El culto del azar — del azar feo y trivial —, revela la misma intención: el “mundo como es”, es la fealdad y la trivialidad recogidas en el caos de las coincidencias.1 Hay un “angelismo hipócrita” que finge evitar este problema recurriendo al “puro espíritu”, y que es aún más enfadoso cuando se alía a un “sincerismo” de hombre “comprometido” o “auténtico”; con esta manera de ver no se dejarán de encontrar “espirituales” — puesto que son “sinceras” — las cosas que están en los antípodas de toda espiritualidad.
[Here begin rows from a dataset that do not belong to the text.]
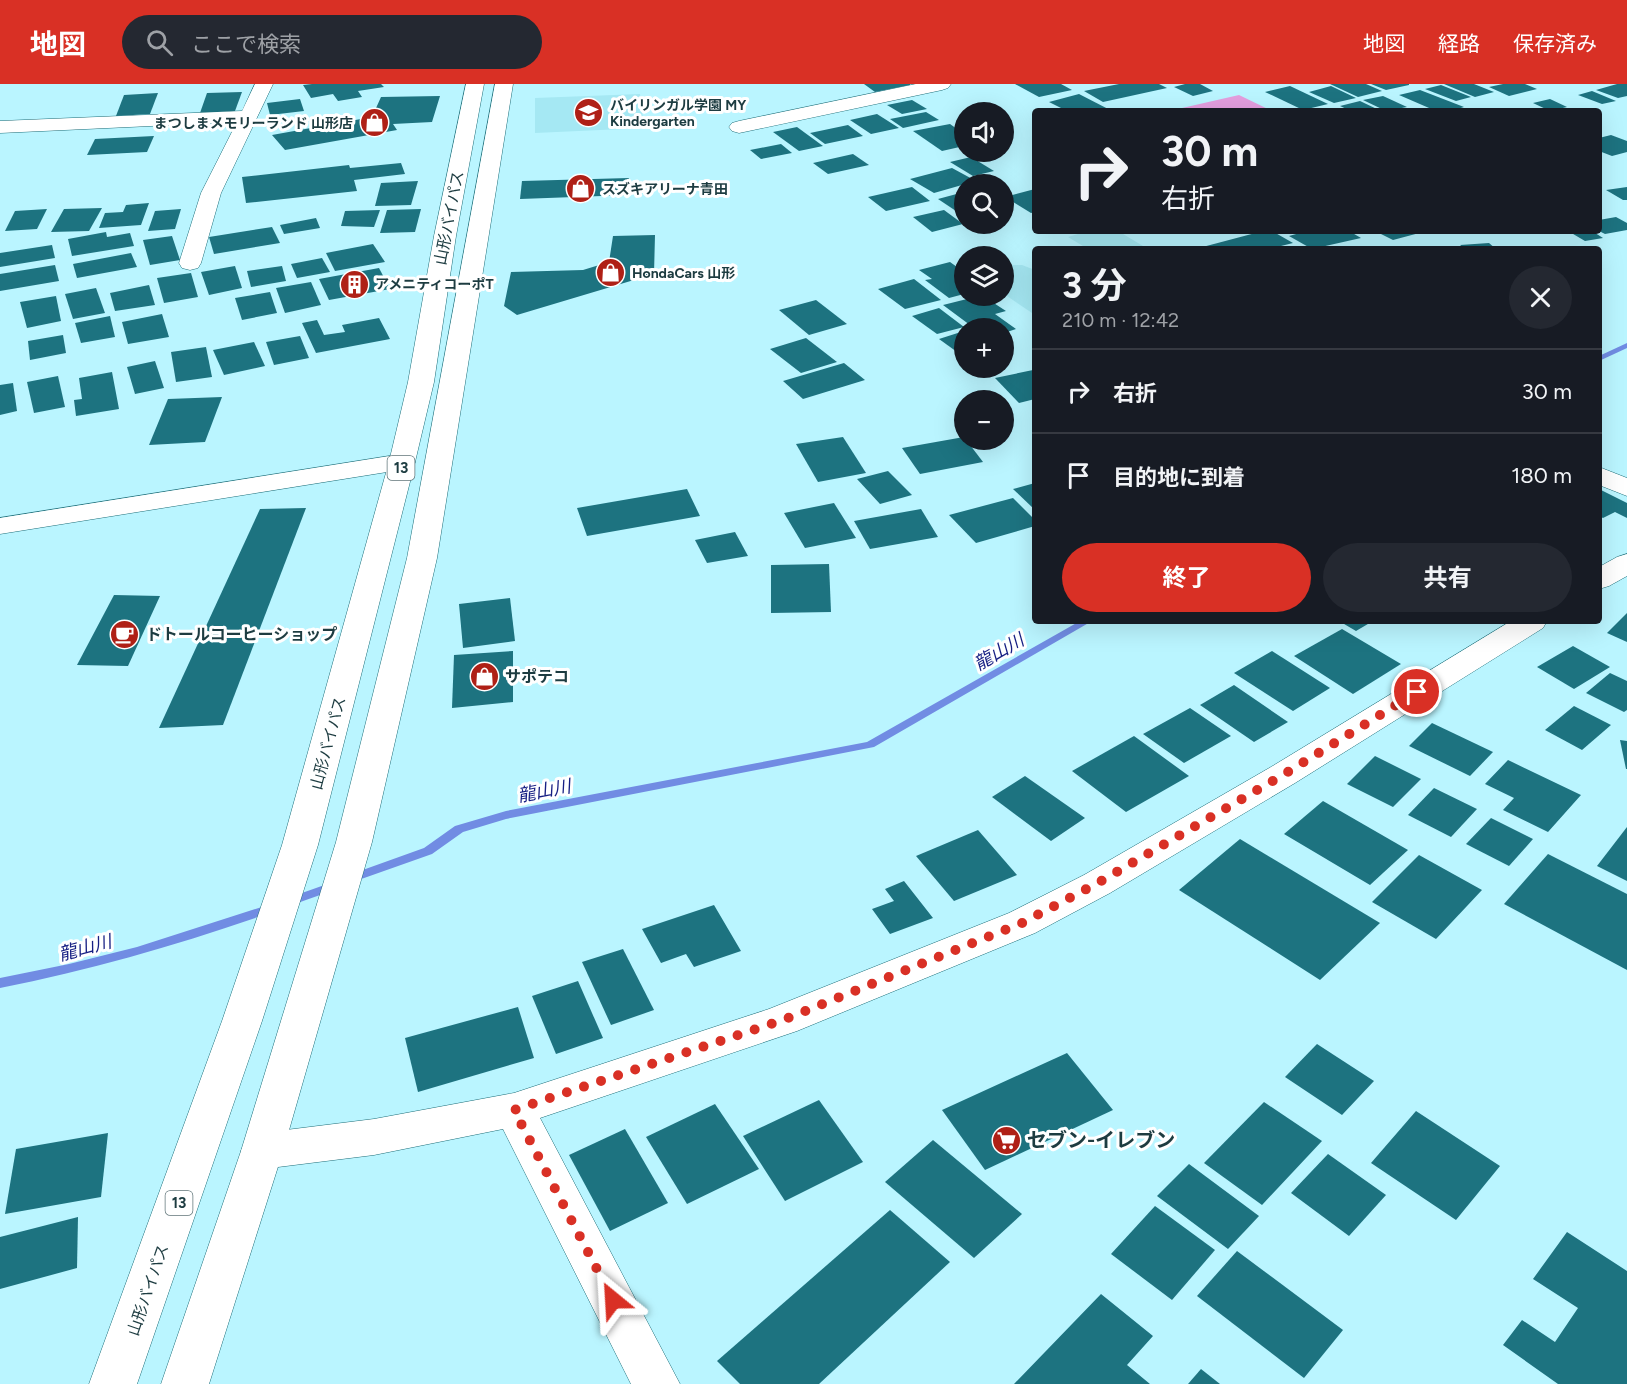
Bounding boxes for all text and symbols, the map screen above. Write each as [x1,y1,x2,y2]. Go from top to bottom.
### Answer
search box [122,15,542,69]
icon: search [143,26,176,59]
text: 地図 [30,27,86,61]
text: ここで検索 [191,31,301,58]
text: 地図 [1363,31,1405,56]
text: 経路 [1438,31,1480,56]
text: 保存済み [1513,31,1597,56]
school or university icon: バイリンガル学園 MY Kindergarten [573,97,605,129]
place label: バイリンガル学園 MY Kindergarten [610,97,746,130]
map controls [954,102,1014,450]
button: sound [954,102,1014,162]
shop icon: まつしまメモリーランド 山形店 [358,107,390,139]
place label: まつしまメモリーランド 山形店 [154,115,353,132]
text: 30 m [1161,126,1258,177]
icon: right [1062,132,1140,210]
street label: 山形バイパス [431,169,467,267]
shop icon: スズキアリーナ青田 [565,173,597,205]
button: search [954,174,1014,234]
place label: スズキアリーナ青田 [602,181,728,198]
text: 右折 [1161,182,1215,215]
button: layers [954,246,1014,306]
shop icon: HondaCars 山形 [595,257,627,289]
text: 3 分 [1062,264,1127,307]
place label: HondaCars 山形 [632,265,735,282]
button: close [1509,266,1572,329]
building icon: アメニティコーポT [338,268,370,300]
place label: アメニティコーポT [375,276,494,293]
text: 210 m · 12:42 [1062,308,1179,332]
button: + [954,318,1014,378]
icon: right [1062,375,1095,408]
text: 30 m [1522,378,1572,405]
text: 右折 [1113,380,1157,407]
button: − [954,390,1014,450]
road number: 13 [388,456,414,480]
icon: arrive [1062,459,1095,492]
text: 180 m [1511,462,1572,489]
text: 目的地に到着 [1113,464,1245,491]
button: 終了 [1062,543,1311,612]
button: 共有 [1323,543,1572,612]
cafe icon: ドトールコーヒーショップ [109,618,141,650]
place label: ドトールコーヒーショップ [146,625,337,644]
water label: 龍山川 [970,628,1030,675]
shop icon: サポテコ [468,660,500,692]
pin [1391,666,1442,717]
place label: サポテコ [505,667,569,686]
icon: arrive [1400,675,1433,708]
street label: 山形バイパス [306,694,350,792]
water label: 龍山川 [515,775,575,807]
water label: 龍山川 [56,930,116,966]
supermarket icon: セブン-イレブン [990,1124,1022,1156]
place label: セブン-イレブン [1027,1128,1175,1152]
road number: 13 [166,1191,192,1215]
street label: 山形バイパス [123,1242,173,1338]
position arrow [581,1268,645,1332]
La abolición — “sincera” o no — de la belleza, es el fin de la inteligibilidad del mundo.
(1) En Francia, por ejemplo, las inscripciones publicitarias se exponen, extendiéndose como una grangrena inmunda e insolente que roe el país, no sólo en las ciudades, sino también en los menores pueblos y hasta en ruinas aisladas, lo que equivale a la destrucción — o a una cierta destrucción — de un país y de una patria; no desde el punto de vista “pintoresco”, que no nos interesa aquí en grado alguno, sino respecto al alma de un pueblo. Esa desesperante trivialidad es como la rúbrica de la máquina, que quiere nuestras almas, y que se revela sí como “fruto del pecado”.
Frithjof Schuon, Castas y Razas, José J. de Olañeta, Barcelona, 1983, cap. Principios y criterios del arte universal, pp. 54-55.